Dr. Laura Schlessinger is a Conservative Jewish convert, physiology Ph.D., a marriage and family counselor, author, and syndicated radio host. Together with Rabbi Steward Vogel from Temple Aliyah in Woodland Hills, California, they wrote, The Ten Commandments: The Significance of God’s Laws in Everyday Life. In it Schlessinger writes: Each day we make innumerable, seemingly minute decisions about things that don’t really seem earth-shattering. So what if we broke a promise? Lots of promises are broken, and people get over it and get on with it. So what if we find passion in another bed while we or they are still married? We’re entitled to derive pleasure and self- fulfillment. So what if we are too focused on work, TV, or clubs to spend time with family? No one has the right to tell us what to do. I wanted my parents to be proud of me, and I wanted people to like me. These were my motivations for “being good.”
But that led to complications. Even nice and popular people don’t always like you when you:
Won’t “go along” with cheating (“So what. It’s no big deal, Lorie it’s not a subject in your major—it’s just an elective…”),
Don’t take drugs (“So what. It’s a great feeling—don’t be such a drag…”),
Don’t engage in sex (“So what. You’re not going to be popular with the guys, Lorie if you’re such a prude…”),
Won’t cut classes (“Oh, so what Lorie, stop being so compulsive—learn to loosen up and have some fun…”),
Won’t engage in protesting (“So what if we stop the university from functioning. We have a right to, if they’re not doing something our way or giving us what we want…”).
Consequently, I wasn’t “in” much with the in-crowd. It wasn’t as if my college chums were “bad.” The freedom afforded by being away from home gives an opportunity for experimentation away from parental authority, out of view of university authority and in the company of others who are supporting the notion of individual choice, taste, preference, desire, values, and decisions.
However, there is a problem when one adds up all the “so-whats.” One ends up with a life without direction, meaning, purpose, value, integrity, or long-range joy.

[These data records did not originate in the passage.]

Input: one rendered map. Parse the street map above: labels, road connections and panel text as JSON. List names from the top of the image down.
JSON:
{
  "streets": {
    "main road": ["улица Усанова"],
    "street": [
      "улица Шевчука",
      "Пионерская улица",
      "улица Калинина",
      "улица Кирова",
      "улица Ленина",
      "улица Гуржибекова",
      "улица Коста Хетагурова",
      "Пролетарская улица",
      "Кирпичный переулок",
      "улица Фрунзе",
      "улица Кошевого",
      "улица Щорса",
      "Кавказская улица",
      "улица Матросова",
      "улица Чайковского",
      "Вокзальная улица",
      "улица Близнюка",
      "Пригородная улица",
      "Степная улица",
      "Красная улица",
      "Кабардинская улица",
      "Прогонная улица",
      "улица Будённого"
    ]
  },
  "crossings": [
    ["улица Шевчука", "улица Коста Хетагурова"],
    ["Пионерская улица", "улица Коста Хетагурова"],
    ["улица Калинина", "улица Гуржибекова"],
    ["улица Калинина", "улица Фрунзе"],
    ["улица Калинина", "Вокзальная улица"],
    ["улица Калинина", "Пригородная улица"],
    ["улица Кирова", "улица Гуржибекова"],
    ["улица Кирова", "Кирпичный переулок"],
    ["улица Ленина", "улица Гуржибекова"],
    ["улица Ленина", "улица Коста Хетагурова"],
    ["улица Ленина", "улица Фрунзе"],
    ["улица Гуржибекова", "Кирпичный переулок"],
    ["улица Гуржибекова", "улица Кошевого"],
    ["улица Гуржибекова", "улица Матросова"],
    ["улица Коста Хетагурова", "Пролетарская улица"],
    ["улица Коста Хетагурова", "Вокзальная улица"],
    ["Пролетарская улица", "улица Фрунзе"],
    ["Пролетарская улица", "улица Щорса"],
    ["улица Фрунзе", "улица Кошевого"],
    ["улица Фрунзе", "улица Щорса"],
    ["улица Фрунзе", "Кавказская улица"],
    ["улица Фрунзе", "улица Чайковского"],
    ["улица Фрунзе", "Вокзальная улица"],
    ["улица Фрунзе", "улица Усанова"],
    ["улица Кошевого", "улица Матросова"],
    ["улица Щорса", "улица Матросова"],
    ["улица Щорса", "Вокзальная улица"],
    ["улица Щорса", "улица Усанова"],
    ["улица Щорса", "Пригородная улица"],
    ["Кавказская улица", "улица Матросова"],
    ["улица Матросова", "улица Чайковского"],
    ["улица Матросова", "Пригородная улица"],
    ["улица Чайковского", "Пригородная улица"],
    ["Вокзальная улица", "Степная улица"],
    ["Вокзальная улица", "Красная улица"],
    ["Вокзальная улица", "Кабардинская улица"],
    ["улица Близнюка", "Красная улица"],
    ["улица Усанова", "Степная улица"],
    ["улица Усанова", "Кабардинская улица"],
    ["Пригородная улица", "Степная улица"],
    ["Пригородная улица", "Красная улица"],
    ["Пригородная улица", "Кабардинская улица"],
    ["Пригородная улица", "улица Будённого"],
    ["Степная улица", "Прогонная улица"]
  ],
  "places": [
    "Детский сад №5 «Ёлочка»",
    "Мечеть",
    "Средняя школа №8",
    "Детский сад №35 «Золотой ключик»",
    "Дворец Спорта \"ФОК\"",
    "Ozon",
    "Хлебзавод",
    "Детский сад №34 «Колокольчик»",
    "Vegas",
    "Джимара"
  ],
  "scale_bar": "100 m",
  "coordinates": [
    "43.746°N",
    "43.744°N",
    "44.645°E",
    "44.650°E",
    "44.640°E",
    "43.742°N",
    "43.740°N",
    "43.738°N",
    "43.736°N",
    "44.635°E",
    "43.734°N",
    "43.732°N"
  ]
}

Religion was also not a big deal in our lives. Religious types were all hypocrites. God was a silly myth for the weak. The idea of a “covenant” between God and people would put someone at odds with some contemporary Jews. For them, Judaism was seen as “a people’ or “a culture.” It was not something in which a person and, indeed, a whole people experienced God directly.
That all changed one night when “Dr. Laura” was watching TV with her son and a program about the Holocaust came on. The family counselor could not unravel the hatred for her young son. She could not solve the riddle why Jews were so hated. She couldn’t explain such brutality and evil. The woman born Jewish could not explain what a Jew was to her own son.
It was then that she decided to take her Jewish religion – and The Covenant – more seriously. Together with her husband and son they “re-converted” to Conservative Judaism. Within the context of this faith life, the idea of “covenant” is not only important; it becomes central. Covenant is mentioned four times in today’s First Reading from Jeremiah. Serious Jews take the covenant at Sinai as real and true. As evidence about the “truth” of the covenant, Schlessinger points to the continued existence of the Jewish people in spite of thousands of years of almost continuous attempts to eliminate them by great and powerful cultures, which have themselves become extinct.
But where does covenant get played out in the real world? What does it look and feel like? When interviewed once for a newspaper magazine section, the journalist commented that Schlessinger’s friends said she was a hard worker and was “doing well.” In reflecting momentarily about that “compliment,” Dr. Laura said, “Before I became a serious Jew, hearing that I was doing well would have been a wonderful compliment and relief. But now, with my motivation coming from quite a different place, it isn’t important to “be doing well.” I would only feel complimented if people said that I was ‘doing good,’”
People of the covenant are not the “chosen people” because they are special or smarter or better than other nations. They were chosen for a task – to show the world what God looks like. As God’s ambassadors (2 Corinthians 5:20) our actions are to re-create the world and make the world a better place (2 Corinthians 5:14-15) so that all who see them may say, “See how they love each other” (John 13:35).
But how do you do this when your marriage has lost its luster and temptations abound when you’re on the road on business? How does covenant work when your son or daughter is in drug rehab? Where does covenant fit when you feel you’re in a dead-end job and not providing well enough for your family?
Jeremiah 31:33 gives us an indication. The prophet writes, “I will place my law within them, and write it upon their hearts; I will be their God, and they shall be my people.” Under “the law” is understood routine and ritual and ceremony and liturgy. These are the structures into which a believer places him/herself. The believer integrates these into their daily life and then lets the rite carry them through the day.
In addition, Jesus doesn’t point out how to reach everlasting happiness and then send us on our way, as if we could make the journey by our own efforts. This is what God means when he talks about “my people.” On April 17, 2008 Pope Emeritus Benedict XVI spoke to bishops in Washington, D.C. The Holy Father said, “It is easy to be entranced by the almost unlimited possibilities that science and technology place before us. It is easy to make the mistake of thinking we can obtain the fulfillment of our deepest needs by our own efforts. This is an illusion.” God talks about my people” who are sent to others to support them when they are sad, confused, angry, hopeless, poor.